# Work order
Copy exactly, from the beginning of the material below, every line up to and including the one holding "M598,333L626,339L657,360C664,392 655,412 634,437C603,440", with the pictures left out.
(Beginning of Records for this task)
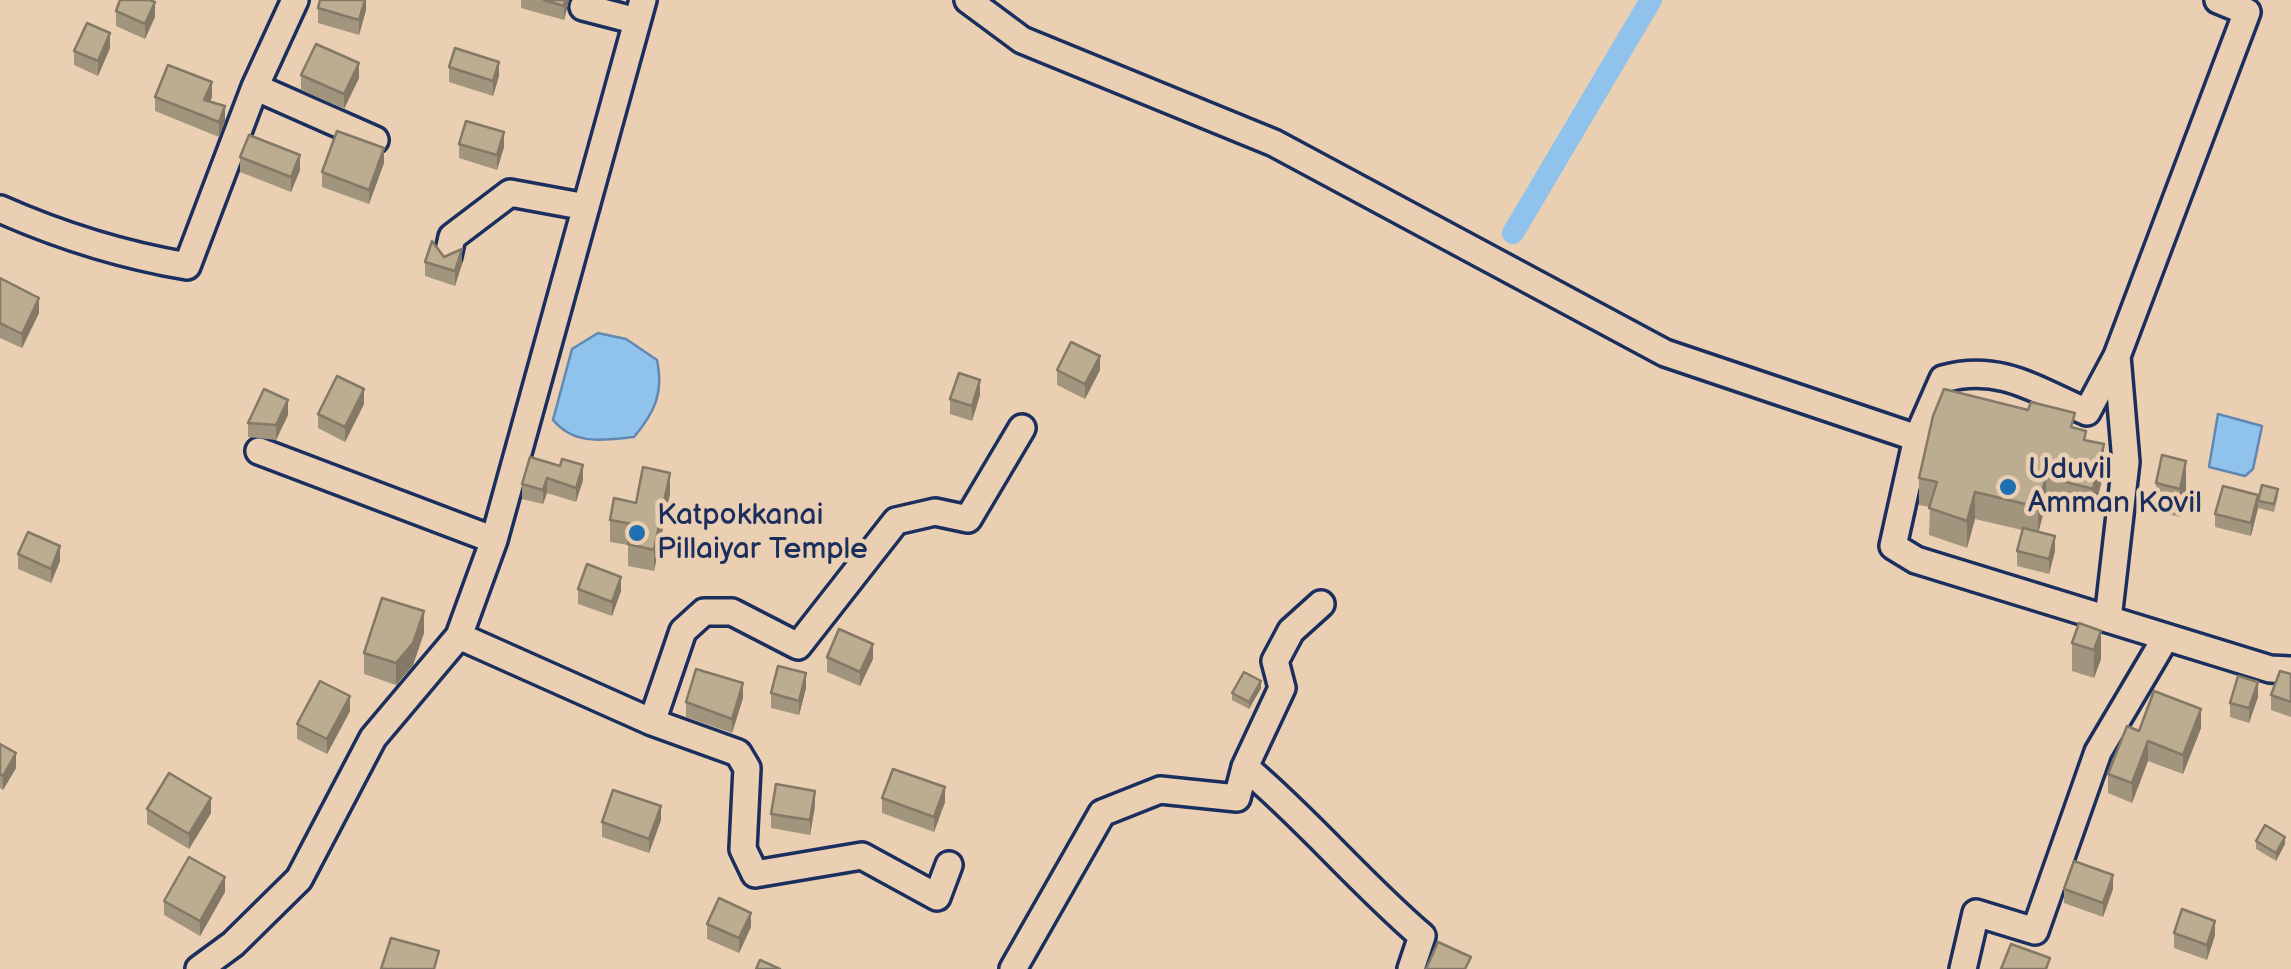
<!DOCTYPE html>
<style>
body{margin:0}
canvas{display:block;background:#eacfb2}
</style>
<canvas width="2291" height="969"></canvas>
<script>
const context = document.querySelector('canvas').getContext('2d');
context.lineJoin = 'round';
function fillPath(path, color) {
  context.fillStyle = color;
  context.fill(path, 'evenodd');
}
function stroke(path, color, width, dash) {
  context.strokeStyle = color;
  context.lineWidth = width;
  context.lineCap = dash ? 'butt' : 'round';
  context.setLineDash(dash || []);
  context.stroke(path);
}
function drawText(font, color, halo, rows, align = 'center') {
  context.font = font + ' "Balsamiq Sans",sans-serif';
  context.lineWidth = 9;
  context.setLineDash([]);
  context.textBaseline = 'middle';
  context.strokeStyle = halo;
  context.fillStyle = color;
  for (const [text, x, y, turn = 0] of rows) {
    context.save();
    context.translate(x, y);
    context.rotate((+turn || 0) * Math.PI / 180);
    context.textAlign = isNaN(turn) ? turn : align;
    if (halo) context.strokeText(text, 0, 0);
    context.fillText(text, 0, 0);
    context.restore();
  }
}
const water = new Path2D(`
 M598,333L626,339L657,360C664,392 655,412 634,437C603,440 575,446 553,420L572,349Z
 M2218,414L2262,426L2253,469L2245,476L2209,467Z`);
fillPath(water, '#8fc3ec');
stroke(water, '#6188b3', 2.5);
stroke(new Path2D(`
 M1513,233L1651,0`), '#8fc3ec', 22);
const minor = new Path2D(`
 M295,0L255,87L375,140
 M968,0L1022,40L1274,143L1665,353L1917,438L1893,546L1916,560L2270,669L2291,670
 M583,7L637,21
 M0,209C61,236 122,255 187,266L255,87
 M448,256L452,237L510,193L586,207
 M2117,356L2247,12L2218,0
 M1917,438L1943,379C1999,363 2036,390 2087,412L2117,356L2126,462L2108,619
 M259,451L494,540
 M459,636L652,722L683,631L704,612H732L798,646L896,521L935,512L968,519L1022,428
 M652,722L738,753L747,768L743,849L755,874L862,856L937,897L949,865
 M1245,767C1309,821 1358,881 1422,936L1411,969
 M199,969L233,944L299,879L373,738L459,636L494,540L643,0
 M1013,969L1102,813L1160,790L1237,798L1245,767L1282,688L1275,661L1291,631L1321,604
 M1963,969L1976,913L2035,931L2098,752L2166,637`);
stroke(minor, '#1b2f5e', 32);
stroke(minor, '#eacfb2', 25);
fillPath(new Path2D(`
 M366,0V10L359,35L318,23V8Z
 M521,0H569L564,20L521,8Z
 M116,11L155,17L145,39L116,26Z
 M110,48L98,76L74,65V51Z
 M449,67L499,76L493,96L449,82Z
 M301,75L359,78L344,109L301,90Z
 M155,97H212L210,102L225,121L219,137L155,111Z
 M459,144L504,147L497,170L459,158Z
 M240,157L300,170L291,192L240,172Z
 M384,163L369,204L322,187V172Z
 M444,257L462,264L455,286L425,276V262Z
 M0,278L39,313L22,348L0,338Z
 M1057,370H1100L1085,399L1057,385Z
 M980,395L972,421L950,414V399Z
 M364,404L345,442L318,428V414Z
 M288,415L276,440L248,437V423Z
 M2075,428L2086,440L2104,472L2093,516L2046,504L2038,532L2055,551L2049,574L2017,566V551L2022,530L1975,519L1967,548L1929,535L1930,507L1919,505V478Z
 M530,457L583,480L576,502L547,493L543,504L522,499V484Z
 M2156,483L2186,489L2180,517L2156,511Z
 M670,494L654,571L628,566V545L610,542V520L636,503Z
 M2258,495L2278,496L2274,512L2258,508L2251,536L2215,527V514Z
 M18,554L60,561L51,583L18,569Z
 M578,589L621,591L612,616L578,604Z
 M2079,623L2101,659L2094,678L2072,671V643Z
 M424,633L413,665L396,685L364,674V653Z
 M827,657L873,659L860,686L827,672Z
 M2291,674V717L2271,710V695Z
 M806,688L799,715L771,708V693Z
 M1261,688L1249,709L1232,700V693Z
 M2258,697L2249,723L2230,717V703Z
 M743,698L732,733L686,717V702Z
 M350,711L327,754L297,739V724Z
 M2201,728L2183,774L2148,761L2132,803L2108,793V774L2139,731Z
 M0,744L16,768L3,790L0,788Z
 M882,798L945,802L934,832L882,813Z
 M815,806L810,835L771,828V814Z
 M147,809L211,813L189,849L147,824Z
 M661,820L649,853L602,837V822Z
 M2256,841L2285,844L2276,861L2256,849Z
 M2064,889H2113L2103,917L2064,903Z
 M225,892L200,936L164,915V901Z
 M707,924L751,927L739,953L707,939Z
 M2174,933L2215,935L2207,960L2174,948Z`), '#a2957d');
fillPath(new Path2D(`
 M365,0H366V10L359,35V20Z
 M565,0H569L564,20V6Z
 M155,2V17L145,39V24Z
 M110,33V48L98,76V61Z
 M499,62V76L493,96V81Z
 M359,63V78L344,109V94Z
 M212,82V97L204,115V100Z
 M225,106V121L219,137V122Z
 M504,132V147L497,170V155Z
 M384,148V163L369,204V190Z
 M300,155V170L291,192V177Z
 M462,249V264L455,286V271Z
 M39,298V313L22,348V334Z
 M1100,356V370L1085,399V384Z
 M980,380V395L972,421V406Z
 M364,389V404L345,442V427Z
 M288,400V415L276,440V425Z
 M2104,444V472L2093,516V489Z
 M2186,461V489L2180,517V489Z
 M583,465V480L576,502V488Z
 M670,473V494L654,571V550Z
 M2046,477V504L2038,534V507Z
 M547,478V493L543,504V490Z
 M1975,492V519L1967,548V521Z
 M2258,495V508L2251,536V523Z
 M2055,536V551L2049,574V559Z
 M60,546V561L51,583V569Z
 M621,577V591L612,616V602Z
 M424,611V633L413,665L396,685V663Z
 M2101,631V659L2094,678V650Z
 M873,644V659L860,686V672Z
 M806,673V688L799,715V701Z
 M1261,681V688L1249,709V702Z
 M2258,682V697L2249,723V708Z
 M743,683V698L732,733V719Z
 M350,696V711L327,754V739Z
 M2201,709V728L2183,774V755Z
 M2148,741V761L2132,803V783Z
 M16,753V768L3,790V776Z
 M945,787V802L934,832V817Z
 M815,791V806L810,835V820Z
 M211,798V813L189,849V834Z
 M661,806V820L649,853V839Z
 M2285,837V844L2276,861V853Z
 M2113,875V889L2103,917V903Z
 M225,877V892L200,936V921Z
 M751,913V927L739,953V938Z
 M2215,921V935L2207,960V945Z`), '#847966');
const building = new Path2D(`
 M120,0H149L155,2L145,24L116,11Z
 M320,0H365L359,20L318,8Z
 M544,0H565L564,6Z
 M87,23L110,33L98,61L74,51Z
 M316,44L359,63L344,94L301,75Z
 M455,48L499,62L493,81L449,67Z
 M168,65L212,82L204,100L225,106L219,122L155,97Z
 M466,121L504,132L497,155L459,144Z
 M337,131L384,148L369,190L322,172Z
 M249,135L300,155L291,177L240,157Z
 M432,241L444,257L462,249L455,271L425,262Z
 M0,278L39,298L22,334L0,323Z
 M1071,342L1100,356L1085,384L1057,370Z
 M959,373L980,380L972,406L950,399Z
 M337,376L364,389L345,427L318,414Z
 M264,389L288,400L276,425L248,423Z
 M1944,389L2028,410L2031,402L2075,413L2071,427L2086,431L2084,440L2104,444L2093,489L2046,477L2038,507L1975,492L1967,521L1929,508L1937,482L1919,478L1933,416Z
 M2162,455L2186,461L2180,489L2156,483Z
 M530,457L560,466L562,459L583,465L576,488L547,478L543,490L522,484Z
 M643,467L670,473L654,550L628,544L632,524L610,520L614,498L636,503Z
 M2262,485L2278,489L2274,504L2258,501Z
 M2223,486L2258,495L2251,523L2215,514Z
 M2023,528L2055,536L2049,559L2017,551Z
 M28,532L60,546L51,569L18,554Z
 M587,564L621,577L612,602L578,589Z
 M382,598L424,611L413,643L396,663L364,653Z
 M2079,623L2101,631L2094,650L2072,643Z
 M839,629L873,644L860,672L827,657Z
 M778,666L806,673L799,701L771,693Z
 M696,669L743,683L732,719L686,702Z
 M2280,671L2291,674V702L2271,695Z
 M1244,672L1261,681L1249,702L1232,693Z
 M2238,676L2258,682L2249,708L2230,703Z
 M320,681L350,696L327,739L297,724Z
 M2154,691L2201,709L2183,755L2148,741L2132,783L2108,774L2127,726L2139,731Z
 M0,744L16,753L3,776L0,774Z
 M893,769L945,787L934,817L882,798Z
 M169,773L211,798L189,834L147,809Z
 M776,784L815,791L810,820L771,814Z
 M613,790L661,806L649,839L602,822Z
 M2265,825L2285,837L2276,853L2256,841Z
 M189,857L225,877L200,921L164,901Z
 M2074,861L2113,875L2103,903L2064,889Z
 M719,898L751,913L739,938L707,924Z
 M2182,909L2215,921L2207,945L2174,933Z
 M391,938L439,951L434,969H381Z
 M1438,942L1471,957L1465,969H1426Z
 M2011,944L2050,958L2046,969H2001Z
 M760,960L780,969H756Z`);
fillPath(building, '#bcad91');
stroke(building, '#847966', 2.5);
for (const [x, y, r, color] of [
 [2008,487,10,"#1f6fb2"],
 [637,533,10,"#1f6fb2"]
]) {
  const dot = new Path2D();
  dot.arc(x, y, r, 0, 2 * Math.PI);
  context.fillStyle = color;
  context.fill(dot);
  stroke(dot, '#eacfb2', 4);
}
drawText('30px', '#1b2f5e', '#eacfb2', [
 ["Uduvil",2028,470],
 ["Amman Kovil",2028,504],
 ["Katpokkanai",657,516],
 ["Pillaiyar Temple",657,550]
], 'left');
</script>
(End of Records for this task)
# Your response
<!DOCTYPE html>
<style>
body{margin:0}
canvas{display:block;background:#eacfb2}
</style>
<canvas width="2291" height="969"></canvas>
<script>
const context = document.querySelector('canvas').getContext('2d');
context.lineJoin = 'round';
function fillPath(path, color) {
  context.fillStyle = color;
  context.fill(path, 'evenodd');
}
function stroke(path, color, width, dash) {
  context.strokeStyle = color;
  context.lineWidth = width;
  context.lineCap = dash ? 'butt' : 'round';
  context.setLineDash(dash || []);
  context.stroke(path);
}
function drawText(font, color, halo, rows, align = 'center') {
  context.font = font + ' "Balsamiq Sans",sans-serif';
  context.lineWidth = 9;
  context.setLineDash([]);
  context.textBaseline = 'middle';
  context.strokeStyle = halo;
  context.fillStyle = color;
  for (const [text, x, y, turn = 0] of rows) {
    context.save();
    context.translate(x, y);
    context.rotate((+turn || 0) * Math.PI / 180);
    context.textAlign = isNaN(turn) ? turn : align;
    if (halo) context.strokeText(text, 0, 0);
    context.fillText(text, 0, 0);
    context.restore();
  }
}
const water = new Path2D(`
 M598,333L626,339L657,360C664,392 655,412 634,437C603,440 575,446 553,420L572,349Z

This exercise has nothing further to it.